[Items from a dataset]
[Start of Attachment]

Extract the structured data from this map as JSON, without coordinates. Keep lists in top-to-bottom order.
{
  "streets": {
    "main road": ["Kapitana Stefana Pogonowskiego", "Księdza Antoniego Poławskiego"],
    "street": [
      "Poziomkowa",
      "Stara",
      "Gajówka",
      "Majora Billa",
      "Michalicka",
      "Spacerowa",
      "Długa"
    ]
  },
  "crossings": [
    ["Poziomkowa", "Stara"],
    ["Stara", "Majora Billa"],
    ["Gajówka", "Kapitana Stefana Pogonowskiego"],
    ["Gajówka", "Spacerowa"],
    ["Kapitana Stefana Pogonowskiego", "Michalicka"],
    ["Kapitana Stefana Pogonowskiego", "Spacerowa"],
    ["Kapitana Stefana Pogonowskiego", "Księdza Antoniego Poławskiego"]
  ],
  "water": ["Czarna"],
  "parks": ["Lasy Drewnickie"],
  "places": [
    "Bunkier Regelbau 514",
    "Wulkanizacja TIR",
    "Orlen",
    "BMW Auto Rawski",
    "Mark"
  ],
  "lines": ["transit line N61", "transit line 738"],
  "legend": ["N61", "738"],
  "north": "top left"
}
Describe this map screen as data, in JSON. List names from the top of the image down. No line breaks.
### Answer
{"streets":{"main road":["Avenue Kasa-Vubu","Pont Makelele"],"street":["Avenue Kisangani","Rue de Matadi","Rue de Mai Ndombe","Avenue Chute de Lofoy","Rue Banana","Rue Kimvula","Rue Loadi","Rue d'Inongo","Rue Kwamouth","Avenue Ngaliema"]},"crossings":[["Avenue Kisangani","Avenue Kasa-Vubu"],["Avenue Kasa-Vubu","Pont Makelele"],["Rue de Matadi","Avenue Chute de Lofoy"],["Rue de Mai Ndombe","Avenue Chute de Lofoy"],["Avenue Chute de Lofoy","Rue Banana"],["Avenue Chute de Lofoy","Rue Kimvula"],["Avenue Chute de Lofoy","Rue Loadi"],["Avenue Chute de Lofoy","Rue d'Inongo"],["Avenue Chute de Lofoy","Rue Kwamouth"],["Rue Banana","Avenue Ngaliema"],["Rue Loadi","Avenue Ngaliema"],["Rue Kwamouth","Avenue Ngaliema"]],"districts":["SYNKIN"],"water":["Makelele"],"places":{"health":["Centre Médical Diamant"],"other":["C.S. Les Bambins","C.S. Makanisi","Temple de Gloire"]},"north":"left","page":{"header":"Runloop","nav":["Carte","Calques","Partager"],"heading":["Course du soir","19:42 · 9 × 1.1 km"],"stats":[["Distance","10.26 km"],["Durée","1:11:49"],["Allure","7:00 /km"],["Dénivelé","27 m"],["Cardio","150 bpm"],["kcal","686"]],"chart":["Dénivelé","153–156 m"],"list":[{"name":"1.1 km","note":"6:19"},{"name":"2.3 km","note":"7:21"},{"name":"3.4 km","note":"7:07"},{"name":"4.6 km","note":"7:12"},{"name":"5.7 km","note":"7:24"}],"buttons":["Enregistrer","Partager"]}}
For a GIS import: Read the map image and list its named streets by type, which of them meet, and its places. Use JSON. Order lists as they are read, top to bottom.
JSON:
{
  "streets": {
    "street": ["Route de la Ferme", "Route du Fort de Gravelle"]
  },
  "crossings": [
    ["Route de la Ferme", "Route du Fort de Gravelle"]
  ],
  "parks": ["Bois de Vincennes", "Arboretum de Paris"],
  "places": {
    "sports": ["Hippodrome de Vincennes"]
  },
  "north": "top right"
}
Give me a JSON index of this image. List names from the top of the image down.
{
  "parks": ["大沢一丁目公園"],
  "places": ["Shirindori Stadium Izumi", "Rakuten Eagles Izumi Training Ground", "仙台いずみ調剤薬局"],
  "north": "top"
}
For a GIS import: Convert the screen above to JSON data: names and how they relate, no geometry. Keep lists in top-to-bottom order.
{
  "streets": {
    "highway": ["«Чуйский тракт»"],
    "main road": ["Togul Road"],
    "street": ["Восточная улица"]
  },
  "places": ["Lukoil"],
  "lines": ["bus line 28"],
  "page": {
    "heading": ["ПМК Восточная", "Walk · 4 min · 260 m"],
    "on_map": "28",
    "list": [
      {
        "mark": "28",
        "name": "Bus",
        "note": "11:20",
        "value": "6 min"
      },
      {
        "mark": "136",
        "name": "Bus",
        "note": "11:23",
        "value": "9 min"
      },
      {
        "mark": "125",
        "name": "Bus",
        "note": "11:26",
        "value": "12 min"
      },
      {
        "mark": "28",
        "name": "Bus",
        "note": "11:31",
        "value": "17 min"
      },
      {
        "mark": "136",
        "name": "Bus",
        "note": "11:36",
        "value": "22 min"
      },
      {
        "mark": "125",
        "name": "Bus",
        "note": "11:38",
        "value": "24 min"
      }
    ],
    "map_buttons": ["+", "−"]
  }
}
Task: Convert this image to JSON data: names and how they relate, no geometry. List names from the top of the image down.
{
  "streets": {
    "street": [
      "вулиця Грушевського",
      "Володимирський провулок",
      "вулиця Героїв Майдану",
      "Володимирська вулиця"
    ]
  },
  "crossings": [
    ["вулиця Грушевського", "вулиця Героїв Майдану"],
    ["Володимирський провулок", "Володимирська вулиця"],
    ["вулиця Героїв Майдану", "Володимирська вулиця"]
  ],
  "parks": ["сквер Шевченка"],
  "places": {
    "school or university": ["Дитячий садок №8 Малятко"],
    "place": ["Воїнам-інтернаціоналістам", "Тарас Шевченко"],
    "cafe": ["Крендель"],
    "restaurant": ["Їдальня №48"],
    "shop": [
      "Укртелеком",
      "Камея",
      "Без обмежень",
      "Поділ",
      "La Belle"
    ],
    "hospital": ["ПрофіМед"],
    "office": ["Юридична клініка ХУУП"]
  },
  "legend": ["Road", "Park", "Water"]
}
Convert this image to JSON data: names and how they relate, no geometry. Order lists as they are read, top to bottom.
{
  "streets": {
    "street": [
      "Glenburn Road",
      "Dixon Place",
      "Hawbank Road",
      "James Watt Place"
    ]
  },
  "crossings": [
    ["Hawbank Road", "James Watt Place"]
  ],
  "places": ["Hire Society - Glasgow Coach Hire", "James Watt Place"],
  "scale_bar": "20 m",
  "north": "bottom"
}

[End of Attachment]

▸ Brief: Reproduce every single entry above exactly.

▸ Output:
Extract the structured data from this map as JSON, without coordinates. Keep lists in top-to-bottom order.
{
  "streets": {
    "main road": ["Kapitana Stefana Pogonowskiego", "Księdza Antoniego Poławskiego"],
    "street": [
      "Poziomkowa",
      "Stara",
      "Gajówka",
      "Majora Billa",
      "Michalicka",
      "Spacerowa",
      "Długa"
    ]
  },
  "crossings": [
    ["Poziomkowa", "Stara"],
    ["Stara", "Majora Billa"],
    ["Gajówka", "Kapitana Stefana Pogonowskiego"],
    ["Gajówka", "Spacerowa"],
    ["Kapitana Stefana Pogonowskiego", "Michalicka"],
    ["Kapitana Stefana Pogonowskiego", "Spacerowa"],
    ["Kapitana Stefana Pogonowskiego", "Księdza Antoniego Poławskiego"]
  ],
  "water": ["Czarna"],
  "parks": ["Lasy Drewnickie"],
  "places": [
    "Bunkier Regelbau 514",
    "Wulkanizacja TIR",
    "Orlen",
    "BMW Auto Rawski",
    "Mark"
  ],
  "lines": ["transit line N61", "transit line 738"],
  "legend": ["N61", "738"],
  "north": "top left"
}
Describe this map screen as data, in JSON. List names from the top of the image down. No line breaks.
### Answer
{"streets":{"main road":["Avenue Kasa-Vubu","Pont Makelele"],"street":["Avenue Kisangani","Rue de Matadi","Rue de Mai Ndombe","Avenue Chute de Lofoy","Rue Banana","Rue Kimvula","Rue Loadi","Rue d'Inongo","Rue Kwamouth","Avenue Ngaliema"]},"crossings":[["Avenue Kisangani","Avenue Kasa-Vubu"],["Avenue Kasa-Vubu","Pont Makelele"],["Rue de Matadi","Avenue Chute de Lofoy"],["Rue de Mai Ndombe","Avenue Chute de Lofoy"],["Avenue Chute de Lofoy","Rue Banana"],["Avenue Chute de Lofoy","Rue Kimvula"],["Avenue Chute de Lofoy","Rue Loadi"],["Avenue Chute de Lofoy","Rue d'Inongo"],["Avenue Chute de Lofoy","Rue Kwamouth"],["Rue Banana","Avenue Ngaliema"],["Rue Loadi","Avenue Ngaliema"],["Rue Kwamouth","Avenue Ngaliema"]],"districts":["SYNKIN"],"water":["Makelele"],"places":{"health":["Centre Médical Diamant"],"other":["C.S. Les Bambins","C.S. Makanisi","Temple de Gloire"]},"north":"left","page":{"header":"Runloop","nav":["Carte","Calques","Partager"],"heading":["Course du soir","19:42 · 9 × 1.1 km"],"stats":[["Distance","10.26 km"],["Durée","1:11:49"],["Allure","7:00 /km"],["Dénivelé","27 m"],["Cardio","150 bpm"],["kcal","686"]],"chart":["Dénivelé","153–156 m"],"list":[{"name":"1.1 km","note":"6:19"},{"name":"2.3 km","note":"7:21"},{"name":"3.4 km","note":"7:07"},{"name":"4.6 km","note":"7:12"},{"name":"5.7 km","note":"7:24"}],"buttons":["Enregistrer","Partager"]}}
For a GIS import: Read the map image and list its named streets by type, which of them meet, and its places. Use JSON. Order lists as they are read, top to bottom.
JSON:
{
  "streets": {
    "street": ["Route de la Ferme", "Route du Fort de Gravelle"]
  },
  "crossings": [
    ["Route de la Ferme", "Route du Fort de Gravelle"]
  ],
  "parks": ["Bois de Vincennes", "Arboretum de Paris"],
  "places": {
    "sports": ["Hippodrome de Vincennes"]
  },
  "north": "top right"
}
Give me a JSON index of this image. List names from the top of the image down.
{
  "parks": ["大沢一丁目公園"],
  "places": ["Shirindori Stadium Izumi", "Rakuten Eagles Izumi Training Ground", "仙台いずみ調剤薬局"],
  "north": "top"
}
For a GIS import: Convert the screen above to JSON data: names and how they relate, no geometry. Keep lists in top-to-bottom order.
{
  "streets": {
    "highway": ["«Чуйский тракт»"],
    "main road": ["Togul Road"],
    "street": ["Восточная улица"]
  },
  "places": ["Lukoil"],
  "lines": ["bus line 28"],
  "page": {
    "heading": ["ПМК Восточная", "Walk · 4 min · 260 m"],
    "on_map": "28",
    "list": [
      {
        "mark": "28",
        "name": "Bus",
        "note": "11:20",
        "value": "6 min"
      },
      {
        "mark": "136",
        "name": "Bus",
        "note": "11:23",
        "value": "9 min"
      },
      {
        "mark": "125",
        "name": "Bus",
        "note": "11:26",
        "value": "12 min"
      },
      {
        "mark": "28",
        "name": "Bus",
        "note": "11:31",
        "value": "17 min"
      },
      {
        "mark": "136",
        "name": "Bus",
        "note": "11:36",
        "value": "22 min"
      },
      {
        "mark": "125",
        "name": "Bus",
        "note": "11:38",
        "value": "24 min"
      }
    ],
    "map_buttons": ["+", "−"]
  }
}
Task: Convert this image to JSON data: names and how they relate, no geometry. List names from the top of the image down.
{
  "streets": {
    "street": [
      "вулиця Грушевського",
      "Володимирський провулок",
      "вулиця Героїв Майдану",
      "Володимирська вулиця"
    ]
  },
  "crossings": [
    ["вулиця Грушевського", "вулиця Героїв Майдану"],
    ["Володимирський провулок", "Володимирська вулиця"],
    ["вулиця Героїв Майдану", "Володимирська вулиця"]
  ],
  "parks": ["сквер Шевченка"],
  "places": {
    "school or university": ["Дитячий садок №8 Малятко"],
    "place": ["Воїнам-інтернаціоналістам", "Тарас Шевченко"],
    "cafe": ["Крендель"],
    "restaurant": ["Їдальня №48"],
    "shop": [
      "Укртелеком",
      "Камея",
      "Без обмежень",
      "Поділ",
      "La Belle"
    ],
    "hospital": ["ПрофіМед"],
    "office": ["Юридична клініка ХУУП"]
  },
  "legend": ["Road", "Park", "Water"]
}
Convert this image to JSON data: names and how they relate, no geometry. Order lists as they are read, top to bottom.
{
  "streets": {
    "street": [
      "Glenburn Road",
      "Dixon Place",
      "Hawbank Road",
      "James Watt Place"
    ]
  },
  "crossings": [
    ["Hawbank Road", "James Watt Place"]
  ],
  "places": ["Hire Society - Glasgow Coach Hire", "James Watt Place"],
  "scale_bar": "20 m",
  "north": "bottom"
}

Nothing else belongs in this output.